An "Extreme"ly interesting way to view data

If you can’t guess from the title this post is about Extreme Value Theory (EVT). Last week I attended a talk from Professor Jonathan Tawn on some EVT applications and Jenny Wadsworth on some theory in multivariate EVT. I found it particularly interesting as unlike most methods of analysing data we don't really care about the data which isn't surprising, instead we focus on modelling the tail ends and unlikely observations. All graphics in this blog post are from Jon Tawn. Here I'll focus purely on uni-variate extreme value theory.

So what is Extreme Value Theory? It tries to answer the question of how rare is it to see an event that's this Extreme. This is applied in various ways, for example suppose you’re engineering a power station. Ideally you don't want this at any risk what so ever of flooding as water mixing with electricity won't end well as Lancaster locals know well (See picture below). However it's rare that there's zero chance of something happening so suppose city planners are happy as long as it's safe up to to. about a 1 in 1000 year event. This is where Extreme value theory comes in. Lancaster's power station after December 2015 floods; left Lancaster without power and closed Lancaster University.

Application areas

We we're introduced to a example of comparing track runners over different times & distances. There's two applications of EVT in this area that I found very interesting; the first being that you can see inconsistencies in the data which may to due to foul play such as drug use; the second being that you can actually answer the question: how good was this athlete given that they came from this time and this event (i.e comparing an 800m track runner from 1981 to a 100m track runner from 2009).

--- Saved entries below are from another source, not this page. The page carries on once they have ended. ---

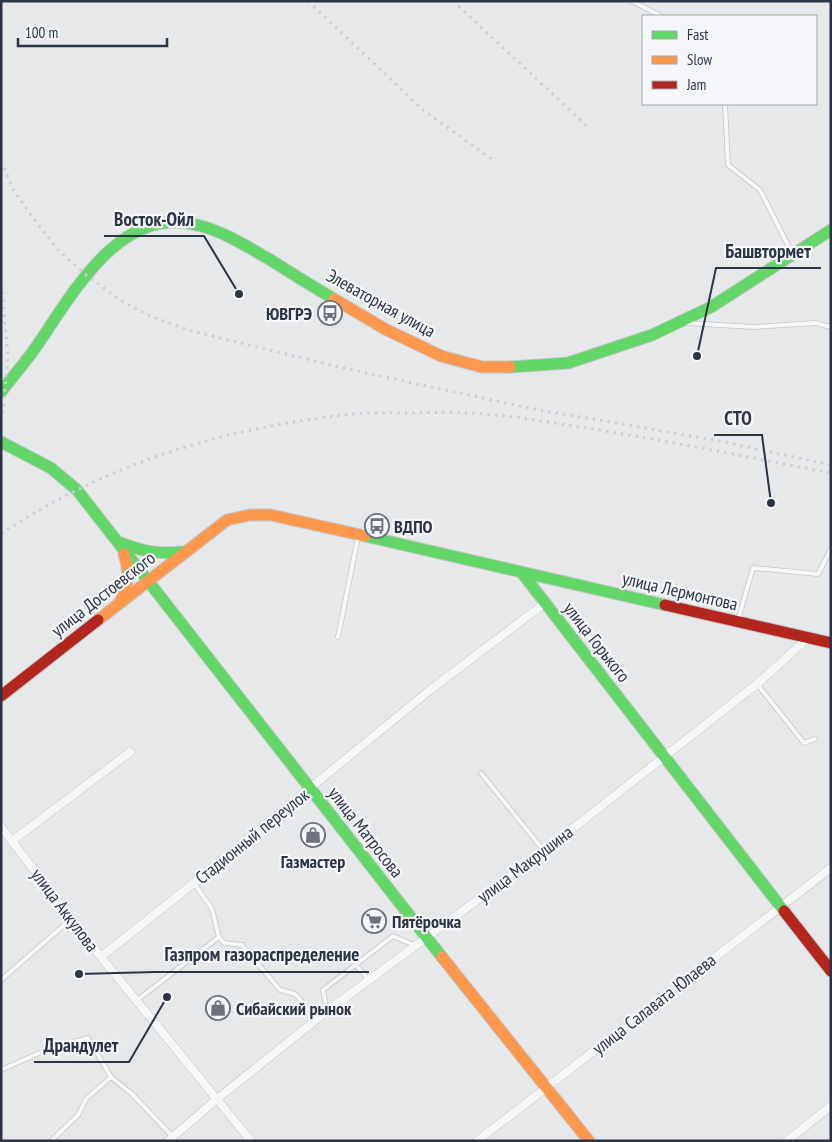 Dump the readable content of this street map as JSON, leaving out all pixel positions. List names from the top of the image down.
{
  "streets": {
    "main road": [
      "Элеваторная улица",
      "улица Лермонтова",
      "улица Достоевского",
      "улица Горького",
      "улица Матросова"
    ],
    "street": [
      "Стадионный переулок",
      "улица Макрушина",
      "улица Аккулова",
      "улица Салавата Юлаева"
    ]
  },
  "crossings": [
    ["улица Лермонтова", "улица Горького"],
    ["улица Лермонтова", "улица Макрушина"],
    ["улица Достоевского", "улица Матросова"],
    ["улица Горького", "Стадионный переулок"],
    ["улица Горького", "улица Макрушина"],
    ["улица Горького", "улица Салавата Юлаева"],
    ["улица Матросова", "Стадионный переулок"],
    ["улица Матросова", "улица Макрушина"],
    ["улица Матросова", "улица Салавата Юлаева"],
    ["Стадионный переулок", "улица Аккулова"],
    ["улица Макрушина", "улица Аккулова"]
  ],
  "places": {
    "other": [
      "Восток-Ойл",
      "Башвтормет",
      "СТО",
      "Газпром газораспределение",
      "Драндулет"
    ],
    "bus stop": ["ЮВГРЭ", "ВДПО"],
    "shop": ["Газмастер", "Сибайский рынок"],
    "supermarket": ["Пятёрочка"]
  },
  "legend": ["Fast", "Slow", "Jam"],
  "scale_bar": "100 m"
} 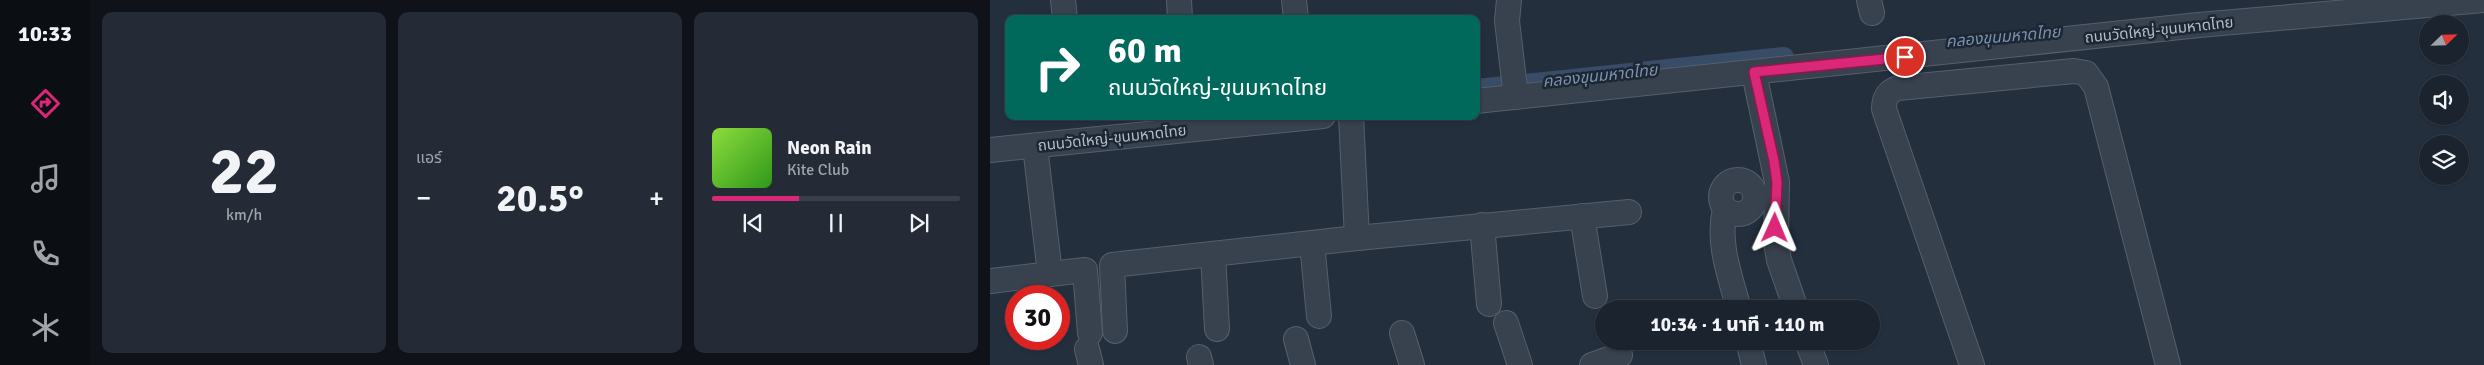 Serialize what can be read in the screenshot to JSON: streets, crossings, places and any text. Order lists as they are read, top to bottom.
{
  "streets": {
    "street": ["ถนนวัดใหญ่-ขุนมหาดไทย"]
  },
  "water": ["คลองขุนมหาดไทย"],
  "north": "top right",
  "page": {
    "tabs": "10:33",
    "tile": [
      ["22", "km/h"],
      "แอร์"
    ],
    "turn": ["60 m", "ถนนวัดใหญ่-ขุนมหาดไทย"],
    "song": ["Neon Rain", "Kite Club"],
    "heat": ["−", "20.5°", "+"],
    "limit": "30",
    "trip": "10:34 · 1 นาที · 110 m"
  }
}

The first problem that shows up with this is that the population of athletes is forever changing. This is due to the vast improvement in knowledge about training, diet and monitoring of the top athletes, meaning that the record holders today are actually at an advantage over the record holders in the past. However, we can model this trend of records and see that the records have a pattern, this is shown in (1). Extreme Value theory can then be used to see how likely such a record would have been. If it's almost impossible that this record occurred under normal circumstances then investigations into drug use can be conducted.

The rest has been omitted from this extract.